The VND2,000 billion ($95.2 million) programme would also target borrowers seeking for a soft loan to buy houses, the lender said. Under the programme, SeABank is lending half of the sum to small and medium sized enterprises (SMEs) engaging in import and export activities.
The interest rates applicable to the loans will be 2 per cent lower than the rates currently imposed by the lenders, while lower and flexible deposit rates will also be introduced to importers and exporters opening letters of credit (L/C). A 50 per cent reduction of the money transfer fee will also be in place for users of SeABank’s electronic payment system (SeANet).
The other half will be lent to individuals at an interest rate of 17.1 per cent per year to finance their home buying and renovation needs. Particularly, borrowers will enjoy a zero interest rate for the first month of the loans.

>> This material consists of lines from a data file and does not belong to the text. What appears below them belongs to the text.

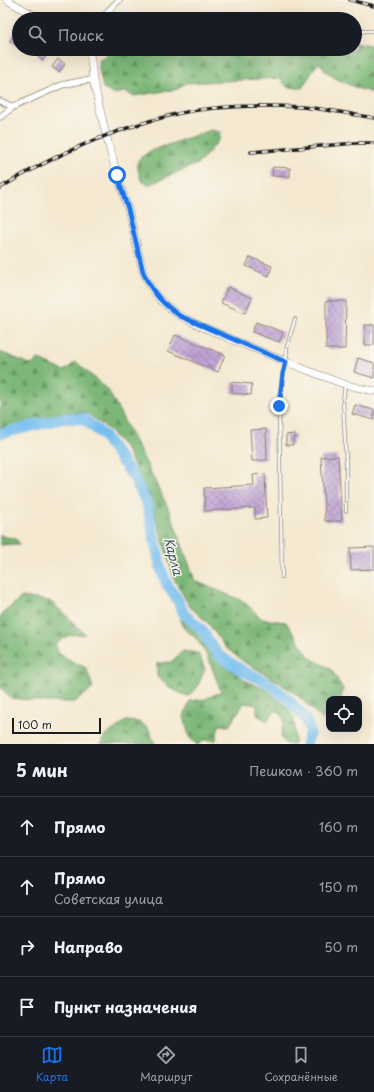 <!DOCTYPE html>
<html lang="ru">
<meta charset="utf-8">
<style>
body{margin:0;font-family:"Playpen Sans",sans-serif;background:#242831;color:#f1f3f6}
.controls{position:absolute;right:12px;bottom:12px;display:grid;overflow:hidden;border-radius:8px;box-shadow:0 4px 16px #0002}
.controls button{width:36px;height:36px;display:grid;place-items:center;padding:0;border:0;border-bottom:1px solid #363941;background:#171b24;color:#f1f3f6;font:20px sans-serif}
.scale{position:absolute;left:12px;bottom:10px;width:89px;box-sizing:border-box;padding-left:4px;border:2px solid #1c1c1c;border-top:0;font-size:11px;line-height:14px;white-space:nowrap;color:#1c1c1c;-webkit-text-stroke:3px #fbf7ec;paint-order:stroke}
.stop{position:absolute;width:12px;height:12px;margin:-9px;border:3px solid #1a73e8;border-radius:50%;background:#fff}
.stop.end{background:#1a73e8;border-color:#fff;box-shadow:0 1px 4px #0008}
.list{margin:0;padding:0;list-style:none}
h2{display:flex;justify-content:space-between;align-items:center;height:52px;margin:0;padding:0 16px;font-size:17px}
h2 small{font-size:13px;font-weight:400;color:#9ea1a6}
.list li{display:grid;grid-template-columns:26px 1fr auto;gap:12px;align-items:center;box-sizing:border-box;height:60px;padding:0 16px;border-top:1px solid #363941}
.list b{display:block;font-size:15px;white-space:nowrap}
.list p{margin:0;font-size:13px;white-space:nowrap;color:#9ea1a6}
.list em{font-size:13px;font-style:normal;color:#9ea1a6}
.icon{flex:none;width:22px;height:22px;fill:none;stroke:currentColor;stroke-width:2;stroke-linecap:round;stroke-linejoin:round}
.map{position:relative;flex:none;width:374px;height:744px;overflow:hidden}
.search{position:absolute;background:#171b24;box-shadow:0 4px 16px #0002;left:12px;right:12px;top:12px;height:44px;display:flex;align-items:center;gap:10px;box-sizing:border-box;padding:0 14px;border-radius:22px;color:#9ea1a6;font-size:15px}
.sheet{height:292px;background:#171b24}
nav{display:flex;justify-content:space-around;align-items:center;box-sizing:border-box;height:56px;border-top:1px solid #363941;background:#171b24;font-size:11px;color:#9ea1a6}
nav a{display:grid;justify-items:center;gap:2px}
nav .on{color:#1a73e8}
.map>svg:first-child{display:block}
.forest{fill:url(#forest-firs);stroke:#4c6a4a}
.lines{fill:none;stroke-linecap:round;stroke-linejoin:round}
.river{stroke:#78bff0;stroke-width:11}
.building{fill:url(#building-cross-hatch)}
.service-casing{stroke:#888276;stroke-width:4}
.minor-casing{stroke:#888276;stroke-width:7}
.tertiary-casing{stroke:#888276;stroke-width:8}
.service{stroke:#fff;stroke-width:2.5}
.minor{stroke:#fff;stroke-width:5.5}
.tertiary{stroke:#fff;stroke-width:7}
.rail-casing{stroke:#1c1c1c;stroke-width:3.5}
.rail{stroke:#fbf7ec;stroke-width:2;stroke-dasharray:6;stroke-linecap:butt}
.route{stroke:#1a73e8;stroke-width:5}
.labels{text-anchor:middle;dominant-baseline:central;stroke-width:3;stroke-linejoin:round;paint-order:stroke}
.water-label{font-size:13px;font-style:italic;fill:#3c5566;stroke:#fbf7ec}
</style>
<div class="map">
<svg width="374" height="744" viewBox="0 0 374 744">
<defs>
<pattern id="forest-firs" width="22" height="20" patternUnits="userSpaceOnUse"><rect width="22" height="20" fill="#7bb777"/><path d="M5 1l3.5 6h-7zM16 11l3.5 6h-7z" fill="#649461"/></pattern>
<pattern id="building-cross-hatch" width="8" height="8" patternUnits="userSpaceOnUse"><rect width="8" height="8" fill="#bfa2d4"/><path d="M0 0l8 8M0 8l8-8" fill="none" stroke="#9a83ab"/></pattern>
</defs>
<rect width="100%" height="100%" fill="#fbf7ec"/>
<filter id="ink" filterUnits="userSpaceOnUse"><feTurbulence type="fractalNoise" baseFrequency=".025" numOctaves="2"/><feDisplacementMap in="SourceGraphic" scale="8" xChannelSelector="R" yChannelSelector="G"/><feConvolveMatrix kernelMatrix="1 2 1 2 8 2 1 2 1" color-interpolation-filters="sRGB"/></filter>
<filter id="wash" filterUnits="userSpaceOnUse"><feTurbulence type="fractalNoise" baseFrequency=".012" numOctaves="4" result="noise"/><feDisplacementMap in="SourceGraphic" scale="16" xChannelSelector="R" yChannelSelector="G"/><feGaussianBlur stdDeviation="0.9" result="paint"/><feColorMatrix in="noise" values="0 0 0 0 0 0 0 0 0 0 0 0 0 0 0 0 0 1.4 0 .05"/><feComposite in="paint" operator="in"/></filter>
<g filter="url(#wash)">
<rect width="100%" height="100%" fill="#f4e8d0"/>
<g class="forest">
<polygon points="355,42 374,46 374,93 359,89 337,79 325,71 322,65 318,63 302,88 287,87 280,78 186,83 178,89 133,96 126,92 112,94 103,88 99,69 100,59 113,51 123,49 355,49"/>
<polygon points="211,130 220,132 219,140 199,163 148,185 141,180 137,165 139,159 150,151"/>
<polygon points="0,352 32,365 38,359 64,371 76,362 108,390 143,457 170,512 195,581 243,601 262,619 286,622 310,658 331,669 343,689 341,699 329,699 329,722 325,722 296,694 267,675 244,662 225,647 208,623 190,607 174,579 152,503 126,449 108,429 87,413 64,413 16,427 0,428"/>
<polygon points="0,534 2,536 16,539 19,544 0,545"/>
<polygon points="22,597 50,601 69,618 85,634 69,635 55,644 59,654 86,668 93,688 75,702 47,702 11,698 0,687 0,618 2,614"/>
<path d="M180,619L200,635L216,659L246,681L266,690L285,705L294,717L295,743L294,744H286L281,737L284,719L279,711H275L267,721L257,715V705L244,703L229,726L219,725L216,740H204L200,744H196L189,737L184,716L190,701L205,699L221,692C215,676 208,653 197,640C190,631 183,633 180,619Z"/>
<path d="M183,651L198,653L205,669L197,688L189,696C175,693 167,685 157,677V663L171,662Z"/>
<polygon points="126,721 139,722 149,729 155,744 100,744 105,736"/>
</g>
<g class="lines">
<polyline class="river" points="0,434 64,418 84,419 103,435 134,478 147,504 161,569 167,585 177,599 184,614 201,629 218,655 243,671 266,682 288,699 306,719 310,732 306,744"/>
</g>
<g id="blocks">
<g class="building">
<polygon points="15,32 19,35 19,47 10,41"/>
<polygon points="41,49 47,54 43,60 37,56"/>
<polygon points="58,59 65,64 59,72 52,67"/>
<polygon points="273,167 290,168 290,177 272,176"/>
<polygon points="250,257 272,266 269,276 246,266"/>
<polygon points="228,287 252,298 245,313 221,303"/>
<polygon points="326,301 346,301 345,349 326,349"/>
<polygon points="256,322 283,332 279,342 252,332"/>
<rect x="365" y="325" width="9" height="20"/>
<polygon points="175,335 225,355 218,372 168,351"/>
<polygon points="358,358 374,363 374,378 354,372"/>
<polygon points="232,382 252,384 251,395 232,393"/>
<polygon points="355,405 374,410 374,420 352,414"/>
<polygon points="266,429 267,460 252,461 250,430"/>
<polygon points="295,434 295,439 293,439 293,445 286,445 286,435"/>
<polygon points="338,456 342,521 325,521 321,457"/>
<polygon points="265,474 267,518 255,519 255,508 205,511 204,488 254,485 253,475"/>
<polygon points="374,547 374,569 351,570 350,548"/>
</g>
</g>
</g>
<g filter="url(#ink)">
<use href="#blocks" fill-opacity="0" stroke="#888276" stroke-width="1"/>
<g class="lines">
<defs>
<g id="service">
<polyline points="355,33 365,31 374,31"/>
<polyline points="345,385 343,400 346,460 346,511"/>
<polyline points="282,577 279,406 283,374 286,362 287,347 295,319"/>
</g>
<g id="minor">
<polyline points="102,19 109,10 119,0"/>
<polyline points="0,101 13,107"/>
<polyline points="0,117 13,107 62,85 81,81 93,80"/>
</g>
<g id="tertiary">
<polyline points="7,0 40,19"/>
<path d="M87,49L89,52L91,59L93,80L106,135L117,175L128,209L143,272C149,286 156,298 168,307C186,322 212,330 233,340C270,355 307,371 344,384C354,387 364,389 374,391"/>
</g>
</defs>
<use href="#service" class="service-casing"/>
<use href="#minor" class="minor-casing"/>
<use href="#tertiary" class="tertiary-casing"/>
<use href="#service" class="service"/>
<use href="#minor" class="minor"/>
<use href="#tertiary" class="tertiary"/>
<defs>
<g id="rail">
<polyline points="350,0 374,6"/>
<polyline points="251,152 356,143 374,143"/>
<path d="M0,188C54,155 111,130 172,115C214,105 259,105 302,107C326,109 350,114 374,118"/>
</g>
</defs>
<use href="#rail" class="rail-casing"/>
<use href="#rail" class="rail"/>
</g>
</g>
<g class="lines" filter="url(#ink)">
<path class="route" d="M117,175L128,209L143,272C152,293 163,304 180,316L286,362L283,374L279,406"/>
</g>
<g class="labels">
<g class="water-label">
<text transform="translate(174 556) rotate(75)">Карла</text>
</g>
</g>
</svg>
<div class="controls">
<button><svg class="icon" aria-label="locate" viewBox="0 0 24 24"><circle cx="12" cy="12" r="6"/><path d="M12 2v4M12 18v4M2 12h4M18 12h4"/></svg></button>
</div>
<div class="scale">100 m</div>
<div class="stop" style="left:117px;top:175px"></div>
<div class="stop end" style="left:279px;top:406px"></div>
<div class="search"><svg class="icon" aria-label="search" viewBox="0 0 24 24"><circle cx="10" cy="10" r="6"/><path d="M15 15l6 6"/></svg>Поиск</div>
</div>
<section class="sheet">
<h2>5 мин<small>Пешком · 360 m</small></h2>
<ul class="list">
<li><svg class="icon" aria-label="ahead" viewBox="0 0 24 24"><path d="M12 20V5M6 11l6-6 6 6"/></svg><div><b>Прямо</b></div><em>160 m</em></li>
<li><svg class="icon" aria-label="ahead" viewBox="0 0 24 24"><path d="M12 20V5M6 11l6-6 6 6"/></svg><div><b>Прямо</b><p>Советская улица</p></div><em>150 m</em></li>
<li><svg class="icon" aria-label="right" viewBox="0 0 24 24"><path d="M7 20v-9h11M14 6l5 5-5 5"/></svg><div><b>Направо</b></div><em>50 m</em></li>
<li><svg class="icon" aria-label="arrive" viewBox="0 0 24 24"><path d="M6 21V4h12l-3 4 3 4H6"/></svg><div><b>Пункт назначения</b></div></li>
</ul>
</section>
<nav>
<a class="on"><svg class="icon" aria-label="map" viewBox="0 0 24 24"><path d="M3 6l6-2 6 2 6-2v14l-6 2-6-2-6 2zM9 4v14M15 6v14"/></svg>Карта</a>
<a><svg class="icon" aria-label="directions" viewBox="0 0 24 24"><path d="M12 3l9 9-9 9-9-9zM9 14v-3h6M13 9l2 2-2 2"/></svg>Маршрут</a>
<a><svg class="icon" aria-label="saved" viewBox="0 0 24 24"><path d="M7 4h10v16l-5-4-5 4z"/></svg>Сохранённые</a>
</nav>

“This programme is part of our efforts to support the State Bank of Vietnam’s monetary measures to stimulate the economy and secure banking activities in 2012,” said SeABank deputy general director Le Quoc Long.
“Given our sound financial capability, we are committed to continuously supporting businesses and individual customers with stable incomes,” he said.
Long said the programme would help importers and exporters easy their financial burdens by being able to accessing cheaper loans amid the current difficult economic conditions. At the same time, the soft loans will also be helpful for breaking the ice on the local property market.
Established in 1994, SeABank has built a chartered capital of nearly VND5,400 billion ($257 million), being one of Vietnam’s eight largest joint stock commercial banks. Société Générale, a leading retail bank in France and the Europe, holds 20 per cent of the Vietnamese lender’s stake.
SeABank has a network of 150 transaction points and recruits over 2,000 employees.